Eleições na África do Sul testam popularidade de partido de Mandela

media África do Sul realiza primeira eleição depois da morte de Mandela. REUTERS/Mike Hutchings

Mais de 25 milhões de eleitores votam hoje na África do Sul para eleger um novo parlamento e governadores de nove estados. O partido do presidente Jacob Zuma deve vencer a votação. Mas pela primeira vez, ele enfrenta uma oposição histórica, resultado da falta de reformas no país, que continua marcado por uma grande desigualdade econômica e social, e escândalos de corrupção.

Essas eleições são históricas porque acontecem no ano do 20º aniversário do fim do Apartheid, o regime de segregação racial combatido por Nelson Mandela, morto em dezembro. São também as eleições mais concorridas desde a instauração da democracia no país. Os sul-africanos vão eleger 400 deputados, que no dia 21 de maio vão designar um novo chefe de Estado. Zuma deve obter um novo mandato de cinco anos, mas a oposição ganha terreno.

Dois partidos de oposição rivalizam com o partido de Zuma e Mandela, ANC, sigla em inglês para Congresso Nacional Africano, sem de fato ameaçar a vitória. As intenções de voto na legenda, segundo as últimas pesquisas, recuaram para 62%, contra quase 66% obtidos na eleição passada.

Classe média e pobres buscam alternativas

O partido liberal Aliança Democrática (DA), da líder Hellen Zille, está cotado com 20%. A legenda atrai a classe média e jovens insatisfeitos com o partido no poder, mas ainda pena para se livrar da imagem de "partido dos brancos".
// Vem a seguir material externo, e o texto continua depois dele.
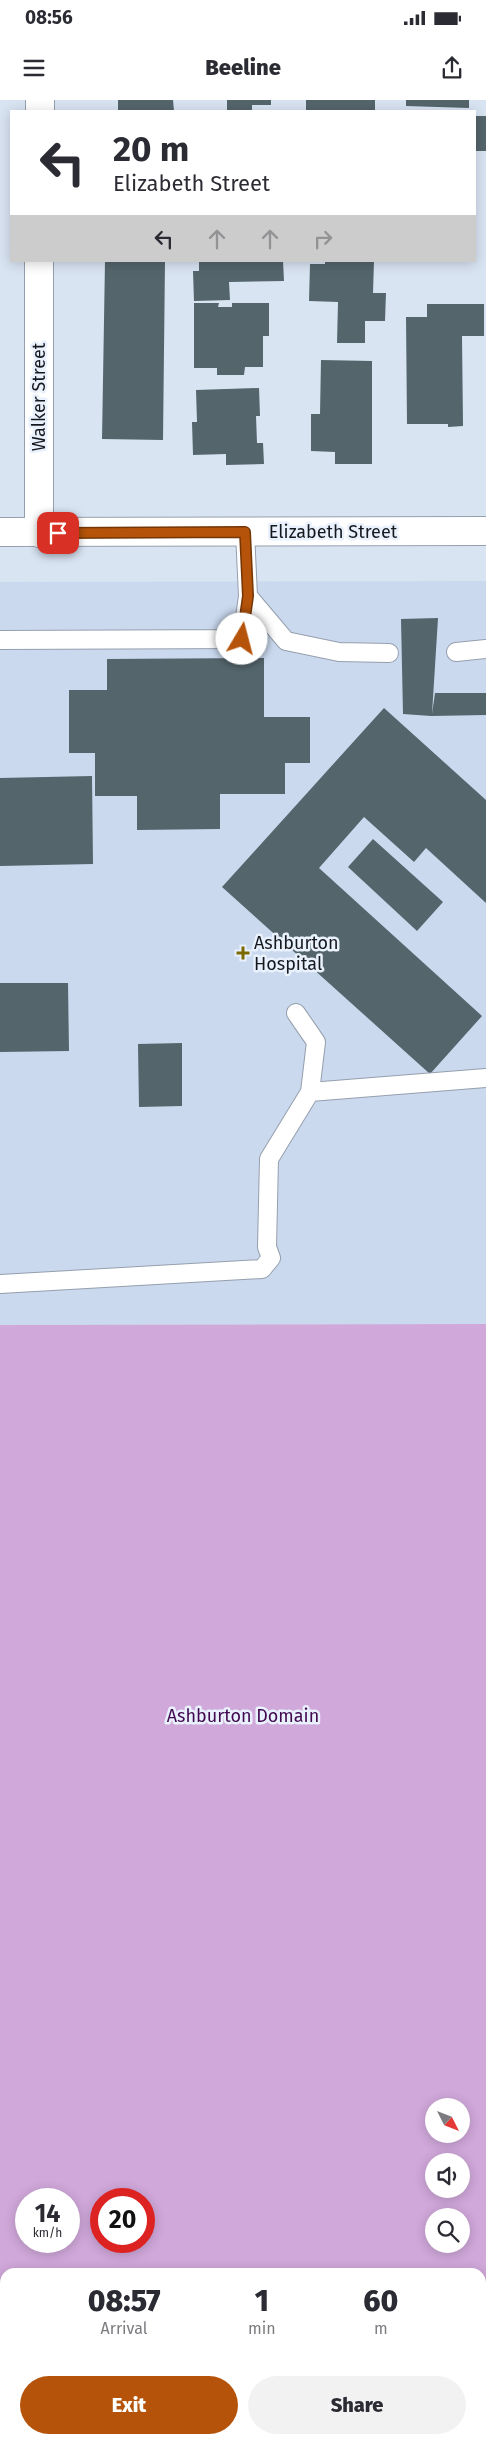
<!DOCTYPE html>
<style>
body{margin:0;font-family:"Fira Sans",sans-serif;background:#f2f2f3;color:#2b2b33;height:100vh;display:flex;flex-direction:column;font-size:19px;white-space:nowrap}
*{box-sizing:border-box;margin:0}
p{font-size:16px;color:#7c7c81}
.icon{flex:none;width:28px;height:28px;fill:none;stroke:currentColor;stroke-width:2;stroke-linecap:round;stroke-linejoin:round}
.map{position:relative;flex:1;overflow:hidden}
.side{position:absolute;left:0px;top:2168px;width:486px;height:176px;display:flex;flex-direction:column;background:#fff;border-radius:15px 15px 0 0;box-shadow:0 2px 12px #0003}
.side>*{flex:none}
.top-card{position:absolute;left:10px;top:10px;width:466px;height:152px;border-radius:0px;box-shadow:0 2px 12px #0003;background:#fff;color:#2b2b33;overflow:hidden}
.needle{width:32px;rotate:132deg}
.tools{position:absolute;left:425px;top:1998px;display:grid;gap:10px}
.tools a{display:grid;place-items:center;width:45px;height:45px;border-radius:50%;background:#fff;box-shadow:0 2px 12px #0003;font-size:25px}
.speed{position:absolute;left:15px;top:2088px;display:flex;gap:10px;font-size:25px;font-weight:700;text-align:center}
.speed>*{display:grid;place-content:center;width:65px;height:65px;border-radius:50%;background:#fff;box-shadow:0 2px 12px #0003;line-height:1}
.speed small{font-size:12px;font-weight:400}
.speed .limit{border:8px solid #d22;background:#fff;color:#111}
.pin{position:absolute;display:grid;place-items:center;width:42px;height:42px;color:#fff;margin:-21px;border-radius:10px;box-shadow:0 2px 8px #0006}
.me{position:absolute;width:55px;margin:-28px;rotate:8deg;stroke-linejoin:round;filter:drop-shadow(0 0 4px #0008)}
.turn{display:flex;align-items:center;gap:18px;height:105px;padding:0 20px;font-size:22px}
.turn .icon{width:65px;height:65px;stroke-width:2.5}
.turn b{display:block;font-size:35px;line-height:42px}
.lanes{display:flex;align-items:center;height:48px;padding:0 20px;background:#0003;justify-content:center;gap:25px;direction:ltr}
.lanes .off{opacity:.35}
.eta{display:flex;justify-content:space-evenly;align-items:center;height:85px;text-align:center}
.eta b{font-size:30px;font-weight:800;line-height:35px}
.cta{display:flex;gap:10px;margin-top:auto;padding:10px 20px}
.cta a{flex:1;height:58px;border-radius:30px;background:#b45309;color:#fff;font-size:20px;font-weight:800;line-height:58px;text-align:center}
.cta a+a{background:#f2f2f3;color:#2b2b33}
.status{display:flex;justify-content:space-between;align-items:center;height:35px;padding:0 25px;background:#fff;direction:ltr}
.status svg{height:14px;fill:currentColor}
header{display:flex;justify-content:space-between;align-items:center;height:65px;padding:0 20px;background:#fff;font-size:22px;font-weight:800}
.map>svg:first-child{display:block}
.built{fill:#cad9ee}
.green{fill:#d0a8da;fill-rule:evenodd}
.building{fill:#54656c}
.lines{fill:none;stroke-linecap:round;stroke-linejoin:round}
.lane-casing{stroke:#959fad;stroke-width:20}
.street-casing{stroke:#959fad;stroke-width:30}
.secondary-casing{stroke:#959fad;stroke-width:30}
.lane{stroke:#fff;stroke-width:18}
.street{stroke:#fff;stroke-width:28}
.secondary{stroke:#fff;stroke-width:28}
.route-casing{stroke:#753606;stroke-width:12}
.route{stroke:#b45309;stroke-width:9}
.poi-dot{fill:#7b6800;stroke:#e9f1fd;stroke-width:2}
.labels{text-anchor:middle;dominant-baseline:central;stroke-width:5;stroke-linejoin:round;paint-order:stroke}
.street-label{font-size:18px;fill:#15191e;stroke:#e9f1fd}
.poi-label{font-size:18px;fill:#15191e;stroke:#e9f1fd;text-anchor:start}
.park-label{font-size:18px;fill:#42094f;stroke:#e9f1fd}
</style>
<div class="status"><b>08:56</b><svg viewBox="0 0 49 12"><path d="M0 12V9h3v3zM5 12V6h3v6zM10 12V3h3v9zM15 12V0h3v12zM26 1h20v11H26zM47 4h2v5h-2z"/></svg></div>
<header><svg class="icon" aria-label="menu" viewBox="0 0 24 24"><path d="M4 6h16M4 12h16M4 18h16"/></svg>Beeline<svg class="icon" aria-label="share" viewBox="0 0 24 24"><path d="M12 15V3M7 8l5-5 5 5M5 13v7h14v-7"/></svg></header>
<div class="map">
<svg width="486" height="2343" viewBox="0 0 486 2343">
<rect width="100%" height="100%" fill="#d9e4f3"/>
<path class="built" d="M486 481V1224L0 1225V482Z"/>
<path class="green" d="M486 1224V2190H481V2172H5V2188H0V1225ZM434 2006H461V2034H434ZM434 2061H461V2089H434ZM26 2099H69V2141H26ZM101 2099H144V2141H101ZM434 2116H461V2144H434Z"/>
<path class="building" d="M118 0H173L174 11H118Z
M227 0H271V5H252V11H227Z
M306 0H375V11H306Z
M406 0H469V8L406 6Z
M475 16H486V51H475Z
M105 161H165L163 340 102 339Z
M199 161H283L284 181 229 182 230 200 194 201 193 171H199Z
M325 161H374L373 193H386L385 221H365V243H337L338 202 309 201 310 164H325Z
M194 203H219L218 207H232V203H269V236H263V267H245L244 275H217V268H194Z
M427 204H484V236H462L463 326 448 327V324H407L406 217H427Z
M321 260 372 261V364H335V352L311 351V314H320Z
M259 288 260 316H256L257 343H263L264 364 226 365V354L193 355 192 322H197L196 290Z
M438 518 432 614 435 593H486V615L431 616 403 614 401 519Z
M264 558V617H310V663H285V694H220V729L137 730V696H95V653H69V590H107V559Z
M384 608 486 700V803L426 748 414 762 364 717 319 768 482 916 430 974 222 787Z
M92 676 93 764 0 766V678Z
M373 739 443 802 417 831 348 767Z
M0 883H68L69 951 0 952Z
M182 943V1006L139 1007 138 944Z"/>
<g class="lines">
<g class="lane-casing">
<path id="lane" d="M245 432 248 496 286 541 339 552 389 553
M0 540 242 539 248 496
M456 552 486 549
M296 913 316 942 310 992
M0 1184 262 1169 271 1158 267 1147 269 1059 310 992 486 978"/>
</g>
<g class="street-casing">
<path id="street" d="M40 11V0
M0 432 486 431
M39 433V161"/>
</g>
<g class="secondary-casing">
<path id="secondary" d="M0 2263H5
M481 2263H486"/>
</g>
<use href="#lane" class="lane"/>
<use href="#street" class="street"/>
<use href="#secondary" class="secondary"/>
</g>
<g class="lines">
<g class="route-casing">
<path id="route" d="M58 433 245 432 248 496 242 539"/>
</g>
<use href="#route" class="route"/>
</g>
<path class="poi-dot" d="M240.5 845.5h5v5h5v5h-5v5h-5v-5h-5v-5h5z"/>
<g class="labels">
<g class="street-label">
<text transform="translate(39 297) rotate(-90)">Walker Street</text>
<text x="333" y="432">Elizabeth Street</text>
</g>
<g class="poi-label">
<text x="254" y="843">Ashburton<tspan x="254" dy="21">Hospital</tspan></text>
</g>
<g class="park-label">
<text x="243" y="1616">Ashburton Domain</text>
</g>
</g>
</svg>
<div class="tools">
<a><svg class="needle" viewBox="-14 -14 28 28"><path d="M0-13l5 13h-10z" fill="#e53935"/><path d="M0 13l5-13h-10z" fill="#7c7c81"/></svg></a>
<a><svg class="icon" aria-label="sound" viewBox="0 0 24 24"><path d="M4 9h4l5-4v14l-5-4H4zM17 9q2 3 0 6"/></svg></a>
<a><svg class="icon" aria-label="search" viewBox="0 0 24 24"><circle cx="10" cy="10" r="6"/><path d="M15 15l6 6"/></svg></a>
</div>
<div class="speed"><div>14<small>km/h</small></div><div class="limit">20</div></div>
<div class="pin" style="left:58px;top:433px;background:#d93025"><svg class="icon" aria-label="arrive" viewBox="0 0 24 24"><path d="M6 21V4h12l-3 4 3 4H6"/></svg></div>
<svg class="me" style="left:242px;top:539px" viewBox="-20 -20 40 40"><circle r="19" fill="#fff"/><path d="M0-13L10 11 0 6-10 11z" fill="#b45309"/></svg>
<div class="top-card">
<div class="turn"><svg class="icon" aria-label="left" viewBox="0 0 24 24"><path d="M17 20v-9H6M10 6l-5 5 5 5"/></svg><div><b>20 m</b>Elizabeth Street</div></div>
<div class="lanes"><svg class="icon" aria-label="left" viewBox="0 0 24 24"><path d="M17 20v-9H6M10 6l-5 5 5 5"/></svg><svg class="icon off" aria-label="ahead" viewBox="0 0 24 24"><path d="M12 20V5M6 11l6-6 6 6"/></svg><svg class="icon off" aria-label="ahead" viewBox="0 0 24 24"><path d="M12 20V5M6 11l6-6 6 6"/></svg><svg class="icon off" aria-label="right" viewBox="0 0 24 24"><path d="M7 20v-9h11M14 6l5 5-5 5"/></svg></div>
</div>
<section class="side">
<div class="eta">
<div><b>08:57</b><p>Arrival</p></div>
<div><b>1</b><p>min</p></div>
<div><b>60</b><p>m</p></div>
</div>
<div class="cta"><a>Exit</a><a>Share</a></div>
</section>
</div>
Os mais pobres, que não sentem os benefícios da democracia, buscam uma alternativa no partido populista Combatentes pela Liberdade Econômica (EFF), do líder Julius Malema. O programa do EFF prevê a estatização dos bancos, a expropriação de terras de latifundiários sem pagamento de indenizações e uma redistribuição radical das riquezas.

Em 20 anos no poder, o Congresso Nacional Africano gerou enorme progresso para a África do Sul. Conseguiu distribuir água potável e energia elétrica para a maior parte da população, reduziu a criminalidade e a proliferação de favelas, e permitiu, sobretudo, a emergência de uma classe média negra, algo impensável nos tempos do Apartheid.

A decepção dos eleitores veio nos últimos cinco anos com os escândalos de corrupção, nepotismo e má gestão envolvendo o presidente Zuma. O líder sul-africano também é criticado pelo elevado nível de desemprego.

Apesar dessa crise de confiança, a maioria dos sul-africanos ainda prefere votar no partido que os libertou do Apartheid.